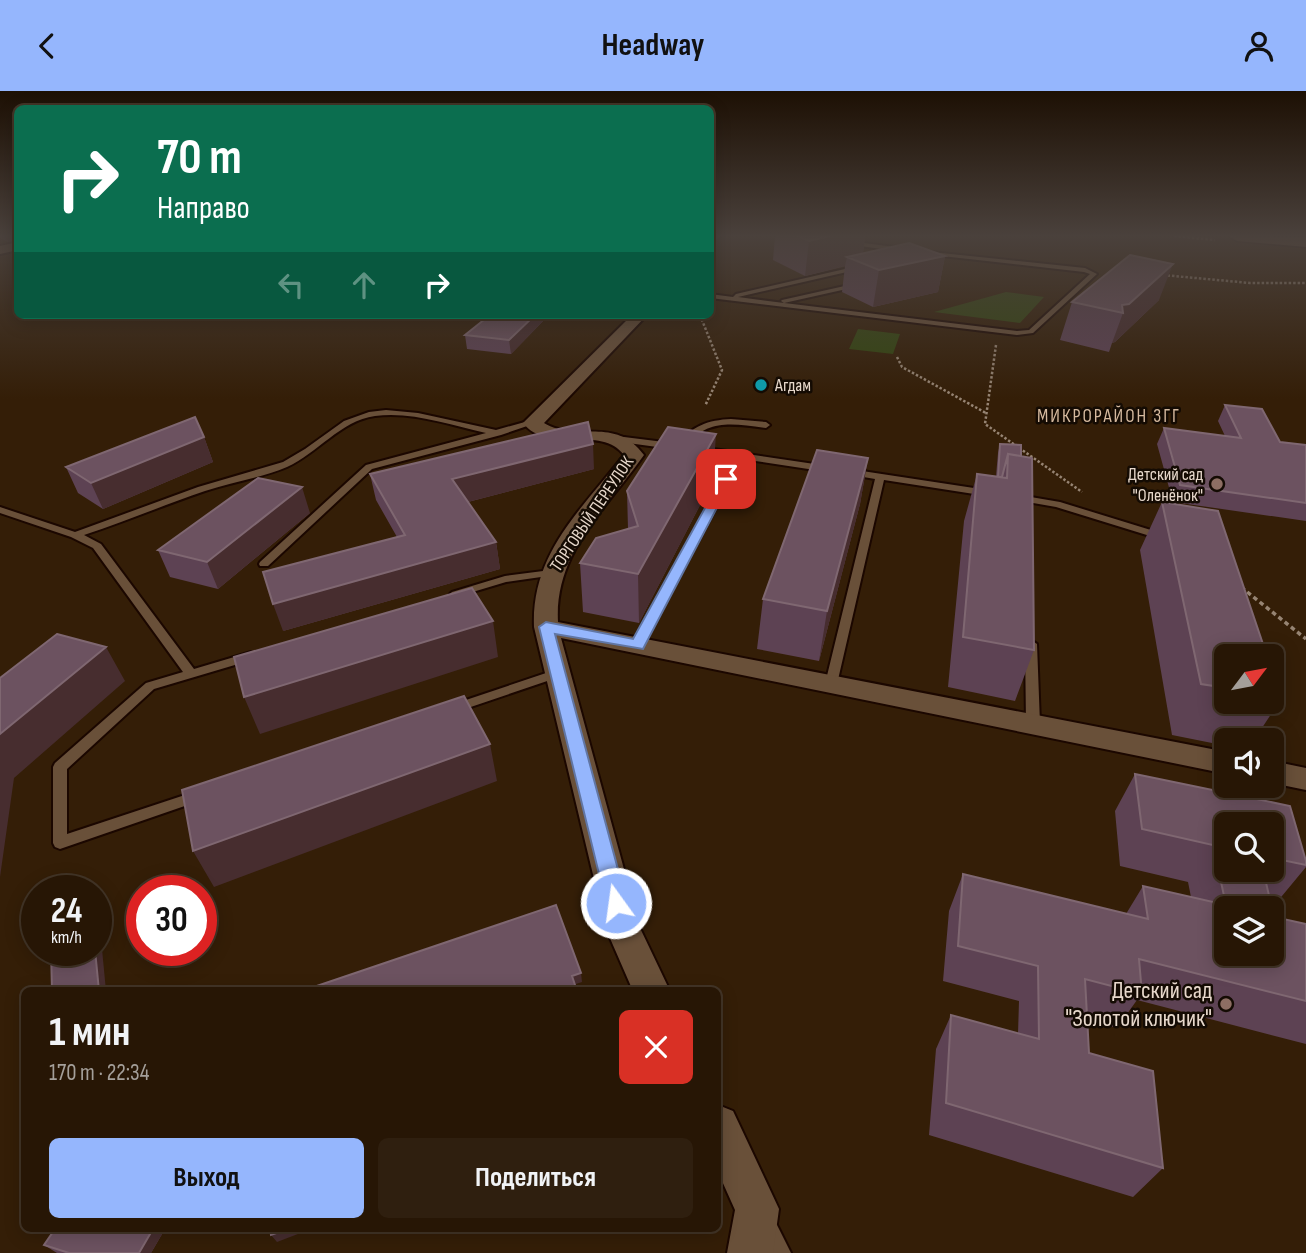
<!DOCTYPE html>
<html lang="ru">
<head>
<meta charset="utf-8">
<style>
  body { margin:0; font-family:"Sofia Sans Condensed",sans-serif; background:#2f1f0f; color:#f1f3f6; height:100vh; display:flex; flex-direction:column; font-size:26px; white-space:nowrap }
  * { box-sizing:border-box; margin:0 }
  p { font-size:23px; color:#a49f9a }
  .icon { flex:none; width:38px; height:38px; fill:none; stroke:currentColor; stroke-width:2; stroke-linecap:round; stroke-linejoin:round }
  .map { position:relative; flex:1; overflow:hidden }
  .sheet { position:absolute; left:21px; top:896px; width:700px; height:245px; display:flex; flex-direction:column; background:#271605; border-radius:10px; box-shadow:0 4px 18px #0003,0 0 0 2px #433527 }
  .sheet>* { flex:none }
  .guide { position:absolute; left:14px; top:14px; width:700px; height:214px; border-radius:10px; box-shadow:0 4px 18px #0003,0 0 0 2px #433527; background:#0b6e4f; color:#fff; overflow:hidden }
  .needle { width:46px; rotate:58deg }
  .controls { position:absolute; left:1214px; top:553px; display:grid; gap:14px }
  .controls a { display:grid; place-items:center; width:70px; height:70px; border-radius:10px; background:#271605; box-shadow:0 4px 18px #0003,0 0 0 2px #433527; font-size:35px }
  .speed { position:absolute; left:21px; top:784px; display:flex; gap:14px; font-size:35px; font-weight:700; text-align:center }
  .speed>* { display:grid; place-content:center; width:91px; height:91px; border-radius:50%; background:#271605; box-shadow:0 4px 18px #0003,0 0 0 2px #433527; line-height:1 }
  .speed small { font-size:18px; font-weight:400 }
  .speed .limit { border:10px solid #d22; background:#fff; color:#111 }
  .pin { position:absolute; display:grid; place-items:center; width:60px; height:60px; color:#fff; margin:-30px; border-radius:14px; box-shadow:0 4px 10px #0006 }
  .me { position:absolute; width:77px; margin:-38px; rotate:346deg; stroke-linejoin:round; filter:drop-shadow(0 0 5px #0008) }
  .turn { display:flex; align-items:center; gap:24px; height:147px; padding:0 28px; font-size:32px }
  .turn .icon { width:91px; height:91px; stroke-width:2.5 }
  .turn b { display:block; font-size:49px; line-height:60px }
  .lanes { display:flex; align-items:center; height:66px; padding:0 28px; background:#0003; justify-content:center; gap:35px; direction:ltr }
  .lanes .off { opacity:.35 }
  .round { display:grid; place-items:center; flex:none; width:74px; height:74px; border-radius:10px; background:#2f1f0f }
  .head { display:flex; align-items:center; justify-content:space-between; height:119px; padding:0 28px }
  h1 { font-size:42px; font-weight:700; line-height:52px }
  .action { display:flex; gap:14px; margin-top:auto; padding:14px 28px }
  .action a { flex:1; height:80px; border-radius:10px; background:#95b6fd; color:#111; font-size:28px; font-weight:700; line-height:80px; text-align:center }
  .action a+a { background:#2f1f0f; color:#f1f3f6 }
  header { display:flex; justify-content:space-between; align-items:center; height:91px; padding:0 28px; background:#95b6fd; color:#111; font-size:32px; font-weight:700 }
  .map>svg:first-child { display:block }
  .green { fill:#33450f }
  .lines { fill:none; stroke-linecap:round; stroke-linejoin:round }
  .service-casing { stroke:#1b0700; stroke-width:4 }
  .minor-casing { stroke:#1b0700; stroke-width:4 }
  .secondary-casing { stroke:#1b0700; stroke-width:3 }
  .path-far1 { stroke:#968473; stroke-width:2.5; stroke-dasharray:2.5 2; stroke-linecap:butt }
  .path { stroke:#968473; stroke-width:3.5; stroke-dasharray:4.5 3.5; stroke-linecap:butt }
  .service { fill:#695039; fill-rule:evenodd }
  .minor { fill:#695039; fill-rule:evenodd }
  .secondary { fill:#695039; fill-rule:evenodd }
  .wall { fill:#5d4253; fill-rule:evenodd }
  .shaded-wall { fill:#472d2f }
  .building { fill:#6c5260; stroke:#7f6771; stroke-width:2 }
  .route { fill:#95b6fd; stroke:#6176a4; stroke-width:2 }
  .culture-dot { fill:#0f9aa8; stroke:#140b03; stroke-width:2.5 }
  .education-dot { fill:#8d6e63; stroke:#140b03; stroke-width:2.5 }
  .labels { text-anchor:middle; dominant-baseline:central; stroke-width:5; stroke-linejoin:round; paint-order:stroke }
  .far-poi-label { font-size:18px; fill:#e7d8cb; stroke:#140b03; text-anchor:start }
  .far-street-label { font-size:18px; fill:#e7d8cb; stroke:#140b03 }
  .far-neighbourhood-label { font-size:19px; letter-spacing:2px; fill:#d5b99e; stroke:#140b03 }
  .near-poi-label { font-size:24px; fill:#e7d8cb; stroke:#140b03; text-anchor:end }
</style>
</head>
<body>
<header><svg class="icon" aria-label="back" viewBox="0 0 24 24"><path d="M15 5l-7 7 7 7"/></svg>Headway<svg class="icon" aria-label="person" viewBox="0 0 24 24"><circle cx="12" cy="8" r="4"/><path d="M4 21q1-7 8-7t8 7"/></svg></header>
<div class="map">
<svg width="1306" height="1162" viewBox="0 0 1306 1162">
  <rect width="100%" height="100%" fill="#341e07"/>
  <path class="green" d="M 1006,201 L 1044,206 L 1020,232 L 934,221 Z
    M 858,238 L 900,243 L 893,263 L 849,258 Z"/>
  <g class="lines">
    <defs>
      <path id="service" d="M 848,150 L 903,157 L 906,159 L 903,161 L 846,153 Z
        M 922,160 L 1085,177 L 1097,183 L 1033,242 L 1017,244 L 710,207 L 710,203 L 733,206 L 736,203 L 858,175 L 860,178 L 738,206 L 784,212 L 781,210 L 782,209 L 858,192 L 860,195 L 784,212 L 1017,240 L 1029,239 L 1090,183 L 1084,181 L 924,163 Z
        M 386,319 L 418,322 L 496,339 L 532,329 L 536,332 L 501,344 L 372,378 L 268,475 L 260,475 L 259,473 L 260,471 L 366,374 L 486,342 C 450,334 411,320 375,325 C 340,330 318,362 287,376 C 261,387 232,391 205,400 C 164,414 124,431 84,444 L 101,453 L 194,578 L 251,561 L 257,565 L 255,568 L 154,598 L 67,678 L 67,743 L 200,699 L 205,700 L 207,704 L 205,708 L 60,758 L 55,756 L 53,752 L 53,676 L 55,672 L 146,592 L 183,581 L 93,457 L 71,446 L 0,422 L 0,416 L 75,441 L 198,396 L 283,371 L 305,358 L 344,330 L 369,321 Z
        M 731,328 L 766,331 L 770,334 L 766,337 C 733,333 709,327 685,355 L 678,353 C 692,335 708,329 731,328 Z
        M 616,345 L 672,352 L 676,355 L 672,358 L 613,350 L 612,348 Z
        M 700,356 L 828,375 L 833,378 L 828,381 L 742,368 L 643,554 L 641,557 L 633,557 L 631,554 L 734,367 L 697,361 L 696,359 Z
        M 849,378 L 987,399 L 992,402 L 987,405 L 884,389 L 837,593 L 831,597 L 825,593 L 875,388 L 846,383 L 844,381 Z
        M 1019,404 L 1060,411 L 1167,444 L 1168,446 L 1163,449 L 1056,416 L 1016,409 L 1014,407 Z
        M 551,479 L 555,480 L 556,482 L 555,484 L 506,491 L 456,506 L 450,503 L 452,501 L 505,485 Z
        M 1031,549 L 1037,553 L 1040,633 L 1038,636 L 1028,636 L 1026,633 L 1025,553 Z
        M 558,578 L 562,579 L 564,582 L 562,585 L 453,622 L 447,618 L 448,615 Z
        M 768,1127 L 775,1130 L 791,1162 L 769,1162 L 758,1137 L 761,1130 Z"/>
      <path id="minor" d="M 710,145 L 721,145 L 710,153 Z
        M 18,151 L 18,159 L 0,163 L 0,155 Z
        M 632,224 L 647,224 L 544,332 C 577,352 615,324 644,364 C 607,417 554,461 558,531 L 1227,661 L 1227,683 L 561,547 L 640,837 L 670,900 L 633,900 L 606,838 L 534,536 C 531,462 582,418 624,364 C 601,333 548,364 523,332 Z
        M 1272,670 L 1306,677 L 1306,699 L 1272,692 Z
        M 718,1014 L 733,1020 L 779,1118 L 773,1162 L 727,1162 L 735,1119 L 718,1081 Z"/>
      <path id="secondary" d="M 1229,145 L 1306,146 L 1306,156 L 1237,150 Z"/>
    </defs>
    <use href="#service" class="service-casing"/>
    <use href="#minor" class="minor-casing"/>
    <use href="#secondary" class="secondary-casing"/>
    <path class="path-far1" d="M 1174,145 L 1215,149
      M 1163,184 L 1250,192 L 1306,192
      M 700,224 L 722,279 L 705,315
      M 996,254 L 985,333 L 1082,401
      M 897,266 L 902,276 L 986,322"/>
    <path class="path" d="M 1241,496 L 1306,548"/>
    <use href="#service" class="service"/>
    <use href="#minor" class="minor"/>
    <use href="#secondary" class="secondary"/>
  </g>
  <path class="wall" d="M 0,145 L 18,145 L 17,148 L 8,151 L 0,147 Z
    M 775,145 L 865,145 L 863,162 L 945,165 L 938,201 L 873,216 L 842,201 L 845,175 L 805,185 L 773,169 Z
    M 1159,209 L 1115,251 L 1112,252 L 1109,261 L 1060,249 L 1072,211 Z
    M 549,224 L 511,263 L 467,258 L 465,244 Z
    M 1225,314 L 1280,351 L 1306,354 L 1306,430 L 1173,411 L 1157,353 L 1164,337 L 1225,345 L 1218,330 Z
    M 204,346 L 213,371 L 103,418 L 78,402 L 66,376 Z
    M 1000,353 L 1021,365 L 1034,559 L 1015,610 L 948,596 L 964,430 L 977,383 L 996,385 L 998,362 Z
    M 868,367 L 860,413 L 819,570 L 757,558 L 763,508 Z
    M 594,378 L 468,411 L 496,451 L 500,478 L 283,540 L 397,446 L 376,409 L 370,383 Z
    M 713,389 L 639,532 L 583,521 L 580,472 L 628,438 L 627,400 Z
    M 1162,411 L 1227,565 L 1227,611 L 1272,611 L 1272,581 L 1281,608 L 1254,649 L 1227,649 L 1227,655 L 1172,644 L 1140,459 Z
    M 310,422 L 218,498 L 170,486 L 158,459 Z
    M 1135,683 L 1290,715 L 1306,770 L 1306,776 L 1277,811 L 1270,810 L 1272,817 L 1227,817 L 1227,863 L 1272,863 L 1272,818 L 1274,826 L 1306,833 L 1306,953 L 1137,909 L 1117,937 L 1087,929 L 1089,962 L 1153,980 L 1163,1077 L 1133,1106 L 929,1044 L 936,958 L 951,924 L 1018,943 L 1019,910 L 943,890 L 949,820 L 963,783 L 1126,823 L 1143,795 L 1191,806 L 1188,791 L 1120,775 L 1115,720 ZM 1227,733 L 1272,733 L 1272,779 L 1227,779 Z
    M 55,1138 L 165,1138 L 151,1162 L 57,1162 L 44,1154 Z"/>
  <path class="shaded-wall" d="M 5,145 L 16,145 L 17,148 L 8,151 Z
    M 830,145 L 865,145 L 862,171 L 847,166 L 845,175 L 805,185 L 809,150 Z
    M 945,165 L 938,201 L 873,216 L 879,179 Z
    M 1173,173 L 1159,209 L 1115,251 L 1112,252 L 1123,222 L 1122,214 Z
    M 535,224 L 549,224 L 511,263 L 509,249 Z
    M 716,343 L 713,389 L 639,532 L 638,483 Z
    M 204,346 L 213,371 L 103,418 L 91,392 Z
    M 593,353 L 594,378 L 456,414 L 452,388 Z
    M 868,367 L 860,413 L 819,570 L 827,520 Z
    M 302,396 L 310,422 L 218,498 L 207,471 Z
    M 496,451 L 500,478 L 283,540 L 273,513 Z
    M 493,530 L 498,566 L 260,643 L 244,606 Z
    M 106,556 L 125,590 L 14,687 L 0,786 L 0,643 Z
    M 490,653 L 497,690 L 214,796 L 193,760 Z
    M 96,832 L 100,837 L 106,900 L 99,900 L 95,859 L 96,859 Z
    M 581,882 L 582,891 L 573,894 L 572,885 Z
    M 153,1138 L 165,1138 L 151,1162 L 139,1162 Z
    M 288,1138 L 311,1138 L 277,1151 L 271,1144 Z"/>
  <path class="building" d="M 798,145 L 830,145 L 809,150 Z
    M 909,152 L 945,165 L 879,179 L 847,166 Z
    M 1130,164 L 1173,173 L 1129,213 L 1122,214 L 1123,222 L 1072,211 Z
    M 490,224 L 535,224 L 509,249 L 465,244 Z
    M 1225,314 L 1262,318 L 1280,351 L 1306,354 L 1306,412 L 1180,394 L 1164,337 L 1241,347 Z
    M 195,326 L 204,346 L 91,392 L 66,376 Z
    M 588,331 L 593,353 L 452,388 L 496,451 L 273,513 L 263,481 L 405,444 L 370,383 Z
    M 668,336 L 716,343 L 638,483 L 580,472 L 596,447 L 638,435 L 627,400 Z
    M 1000,353 L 1021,354 L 1021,365 L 1008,363 L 1002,386 L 998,386 Z
    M 817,359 L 868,367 L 827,520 L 763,508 Z
    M 1008,363 L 1032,367 L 1034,559 L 963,546 L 977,383 L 1007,387 Z
    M 258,387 L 302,396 L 207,471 L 158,459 Z
    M 1162,411 L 1218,420 L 1267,565 L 1227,565 L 1227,597 L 1201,593 Z
    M 472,497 L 493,530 L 244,606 L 234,566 Z
    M 57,543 L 106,556 L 0,643 L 0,587 Z
    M 1272,581 L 1281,608 L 1272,606 Z
    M 464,605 L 490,653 L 193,760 L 182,699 Z
    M 1135,683 L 1290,715 L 1306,770 L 1306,774 L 1272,767 L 1272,733 L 1227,733 L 1227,779 L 1263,779 L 1272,817 L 1227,817 L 1227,863 L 1272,863 L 1272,818 L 1274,826 L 1306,833 L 1306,910 L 1139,868 L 1142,903 L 1085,888 L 1089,962 L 1153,980 L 1163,1077 L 946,1012 L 951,924 L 1039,948 L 1038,875 L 958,855 L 963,783 L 1148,828 L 1143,795 L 1226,814 L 1213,754 L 1142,738 Z
    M 556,814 L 581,882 L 572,885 L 577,900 L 302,900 Z
    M 51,859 L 95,859 L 99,900 L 52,900 Z
    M 55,1138 L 153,1138 L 139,1162 L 69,1162 L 44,1154 Z
    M 270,1138 L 288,1138 L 271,1144 Z"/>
  <linearGradient id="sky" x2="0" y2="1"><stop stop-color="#1d1004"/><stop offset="0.47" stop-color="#4a413c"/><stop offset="1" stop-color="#4a413c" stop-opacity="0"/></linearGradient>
  <rect width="1306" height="308" fill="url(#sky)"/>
  <path class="route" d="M 722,386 L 732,388 L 643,558 L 555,543 L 627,812 L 624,818 L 616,821 L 609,818 L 606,812 L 539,536 L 546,531 L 633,548 Z"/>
  <circle class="culture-dot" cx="761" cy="294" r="7"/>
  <g class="education-dot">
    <circle cx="1217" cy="393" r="7"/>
    <circle cx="1226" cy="913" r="7"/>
  </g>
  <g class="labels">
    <g class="far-poi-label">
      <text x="775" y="294">Агдам</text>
      <text x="1203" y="383" text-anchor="end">Детский сад<tspan x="1203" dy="21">"Оленёнок"</tspan></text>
    </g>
    <g class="far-street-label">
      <text transform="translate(592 423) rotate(-56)">ТОРГОВЫЙ ПЕРЕУЛОК</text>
    </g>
    <g class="far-neighbourhood-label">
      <text x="1109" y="325">МИКРОРАЙОН 3ГГ</text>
    </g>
    <g class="near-poi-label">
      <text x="1212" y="899">Детский сад<tspan x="1212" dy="28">"Золотой ключик"</tspan></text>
    </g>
  </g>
</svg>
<div class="controls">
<a><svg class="needle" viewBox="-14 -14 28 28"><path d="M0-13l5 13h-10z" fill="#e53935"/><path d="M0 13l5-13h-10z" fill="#a49f9a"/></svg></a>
<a><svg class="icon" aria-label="sound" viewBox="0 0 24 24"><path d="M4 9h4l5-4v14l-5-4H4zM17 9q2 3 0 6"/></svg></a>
<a><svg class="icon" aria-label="search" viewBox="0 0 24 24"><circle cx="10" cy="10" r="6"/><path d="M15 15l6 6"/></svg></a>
<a><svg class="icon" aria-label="layers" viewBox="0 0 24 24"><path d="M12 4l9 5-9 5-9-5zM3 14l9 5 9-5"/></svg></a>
</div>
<div class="speed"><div>24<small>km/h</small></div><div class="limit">30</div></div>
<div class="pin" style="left:726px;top:388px;background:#d93025"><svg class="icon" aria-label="arrive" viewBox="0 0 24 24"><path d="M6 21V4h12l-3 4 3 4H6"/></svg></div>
<svg class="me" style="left:616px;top:812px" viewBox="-20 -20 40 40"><circle r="17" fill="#95b6fd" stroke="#fff" stroke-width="3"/><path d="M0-11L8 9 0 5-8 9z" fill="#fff"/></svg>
<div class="guide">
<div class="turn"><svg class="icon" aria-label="right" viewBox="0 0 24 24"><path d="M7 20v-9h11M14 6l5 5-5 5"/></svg><div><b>70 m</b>Направо</div></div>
<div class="lanes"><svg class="icon off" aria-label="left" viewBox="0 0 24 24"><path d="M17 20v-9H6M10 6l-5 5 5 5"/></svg><svg class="icon off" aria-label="ahead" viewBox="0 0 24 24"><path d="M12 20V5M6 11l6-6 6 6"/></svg><svg class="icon" aria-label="right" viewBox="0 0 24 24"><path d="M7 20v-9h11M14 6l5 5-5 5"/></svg></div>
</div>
<section class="sheet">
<div class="head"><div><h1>1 мин</h1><p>170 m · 22:34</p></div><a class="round" style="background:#d93025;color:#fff"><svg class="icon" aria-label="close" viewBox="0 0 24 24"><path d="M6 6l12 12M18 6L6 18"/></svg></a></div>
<div class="action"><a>Выход</a><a>Поделиться</a></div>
</section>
</div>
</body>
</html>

== == ==

**Exercise aim:** Report every line above that has the string "lines" in it.

**Response below:**
  .lines { fill:none; stroke-linecap:round; stroke-linejoin:round }
  <g class="lines">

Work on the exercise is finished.